WORK REQUEST – Going through the entries below, copy out each line that contains "align".

(Saved entries)

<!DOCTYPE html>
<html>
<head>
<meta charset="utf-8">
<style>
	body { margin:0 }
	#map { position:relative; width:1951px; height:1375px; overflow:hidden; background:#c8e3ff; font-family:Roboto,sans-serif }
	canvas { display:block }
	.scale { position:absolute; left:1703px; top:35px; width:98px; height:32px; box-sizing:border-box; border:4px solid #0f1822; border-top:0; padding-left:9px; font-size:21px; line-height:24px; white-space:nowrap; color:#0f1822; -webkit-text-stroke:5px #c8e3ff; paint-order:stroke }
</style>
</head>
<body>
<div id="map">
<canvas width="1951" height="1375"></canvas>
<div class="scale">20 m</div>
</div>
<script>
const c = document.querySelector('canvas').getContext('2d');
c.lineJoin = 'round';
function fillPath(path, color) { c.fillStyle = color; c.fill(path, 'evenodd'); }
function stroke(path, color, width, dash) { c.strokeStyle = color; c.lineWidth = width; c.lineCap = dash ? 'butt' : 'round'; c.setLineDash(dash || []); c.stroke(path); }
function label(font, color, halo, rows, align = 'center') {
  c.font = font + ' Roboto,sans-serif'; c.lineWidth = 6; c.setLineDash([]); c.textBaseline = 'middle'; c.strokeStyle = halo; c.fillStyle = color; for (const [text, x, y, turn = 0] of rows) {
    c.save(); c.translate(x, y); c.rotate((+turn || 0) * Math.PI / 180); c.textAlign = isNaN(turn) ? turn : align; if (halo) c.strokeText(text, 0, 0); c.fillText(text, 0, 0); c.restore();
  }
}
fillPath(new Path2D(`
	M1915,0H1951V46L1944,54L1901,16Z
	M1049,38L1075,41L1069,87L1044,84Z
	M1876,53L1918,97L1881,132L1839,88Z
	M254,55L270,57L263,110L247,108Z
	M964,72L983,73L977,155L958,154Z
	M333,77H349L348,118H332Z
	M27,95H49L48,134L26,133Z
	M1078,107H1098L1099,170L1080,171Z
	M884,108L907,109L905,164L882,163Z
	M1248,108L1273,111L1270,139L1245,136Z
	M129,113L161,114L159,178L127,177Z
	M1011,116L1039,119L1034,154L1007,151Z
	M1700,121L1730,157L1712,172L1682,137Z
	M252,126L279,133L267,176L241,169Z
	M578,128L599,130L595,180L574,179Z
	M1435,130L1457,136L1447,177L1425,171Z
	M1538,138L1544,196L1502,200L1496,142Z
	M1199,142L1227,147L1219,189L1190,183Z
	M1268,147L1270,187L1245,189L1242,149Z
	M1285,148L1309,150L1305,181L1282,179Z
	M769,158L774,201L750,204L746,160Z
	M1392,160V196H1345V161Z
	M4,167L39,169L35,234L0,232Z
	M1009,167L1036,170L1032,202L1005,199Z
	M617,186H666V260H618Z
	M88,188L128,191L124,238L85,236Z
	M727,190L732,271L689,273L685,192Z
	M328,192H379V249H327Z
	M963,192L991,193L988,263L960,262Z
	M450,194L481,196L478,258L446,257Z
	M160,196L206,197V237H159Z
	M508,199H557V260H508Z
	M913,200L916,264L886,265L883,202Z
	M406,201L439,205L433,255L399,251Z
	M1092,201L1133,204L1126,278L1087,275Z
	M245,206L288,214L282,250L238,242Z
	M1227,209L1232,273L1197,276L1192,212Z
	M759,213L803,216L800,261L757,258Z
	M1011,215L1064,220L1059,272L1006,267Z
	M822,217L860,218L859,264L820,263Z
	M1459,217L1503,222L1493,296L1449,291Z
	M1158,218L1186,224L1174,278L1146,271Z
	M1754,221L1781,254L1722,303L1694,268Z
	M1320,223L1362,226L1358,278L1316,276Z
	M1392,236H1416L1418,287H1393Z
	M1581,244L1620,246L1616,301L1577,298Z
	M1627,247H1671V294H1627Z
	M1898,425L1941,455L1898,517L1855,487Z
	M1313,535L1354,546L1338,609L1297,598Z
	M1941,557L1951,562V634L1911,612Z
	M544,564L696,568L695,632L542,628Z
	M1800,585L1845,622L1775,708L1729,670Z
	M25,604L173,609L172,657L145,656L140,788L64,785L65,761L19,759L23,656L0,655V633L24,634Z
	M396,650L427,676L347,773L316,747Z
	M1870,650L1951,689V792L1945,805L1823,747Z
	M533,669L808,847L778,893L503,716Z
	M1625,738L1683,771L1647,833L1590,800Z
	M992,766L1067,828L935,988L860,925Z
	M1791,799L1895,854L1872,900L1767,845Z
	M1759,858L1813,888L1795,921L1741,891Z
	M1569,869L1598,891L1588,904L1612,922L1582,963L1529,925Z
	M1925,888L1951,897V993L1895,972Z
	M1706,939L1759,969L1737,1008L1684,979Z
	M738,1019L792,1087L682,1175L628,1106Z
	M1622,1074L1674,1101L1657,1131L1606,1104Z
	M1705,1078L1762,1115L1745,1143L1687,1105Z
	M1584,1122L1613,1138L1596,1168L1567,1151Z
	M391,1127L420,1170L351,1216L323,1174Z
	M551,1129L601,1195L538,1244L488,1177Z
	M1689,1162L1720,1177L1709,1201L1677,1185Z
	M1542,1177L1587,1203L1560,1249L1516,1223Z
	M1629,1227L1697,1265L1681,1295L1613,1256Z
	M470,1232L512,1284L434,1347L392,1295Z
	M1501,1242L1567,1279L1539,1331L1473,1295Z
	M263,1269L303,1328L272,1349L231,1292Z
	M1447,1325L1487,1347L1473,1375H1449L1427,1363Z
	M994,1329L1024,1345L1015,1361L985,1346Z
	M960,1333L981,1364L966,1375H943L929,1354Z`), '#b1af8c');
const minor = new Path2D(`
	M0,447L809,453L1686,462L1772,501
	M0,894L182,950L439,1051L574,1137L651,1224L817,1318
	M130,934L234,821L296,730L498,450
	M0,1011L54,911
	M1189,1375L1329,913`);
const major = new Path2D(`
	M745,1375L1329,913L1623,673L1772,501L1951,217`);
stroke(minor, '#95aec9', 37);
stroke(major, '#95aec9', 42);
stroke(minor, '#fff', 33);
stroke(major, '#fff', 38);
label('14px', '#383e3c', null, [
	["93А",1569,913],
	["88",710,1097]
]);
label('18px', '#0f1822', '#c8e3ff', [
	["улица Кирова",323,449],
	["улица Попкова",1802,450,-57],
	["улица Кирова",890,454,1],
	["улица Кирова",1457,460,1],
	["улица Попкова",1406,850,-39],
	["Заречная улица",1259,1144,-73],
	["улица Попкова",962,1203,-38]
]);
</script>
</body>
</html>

SOLVED EXERCISE –
function label(font, color, halo, rows, align = 'center') {
    c.save(); c.translate(x, y); c.rotate((+turn || 0) * Math.PI / 180); c.textAlign = isNaN(turn) ? turn : align; if (halo) c.strokeText(text, 0, 0); c.fillText(text, 0, 0); c.restore();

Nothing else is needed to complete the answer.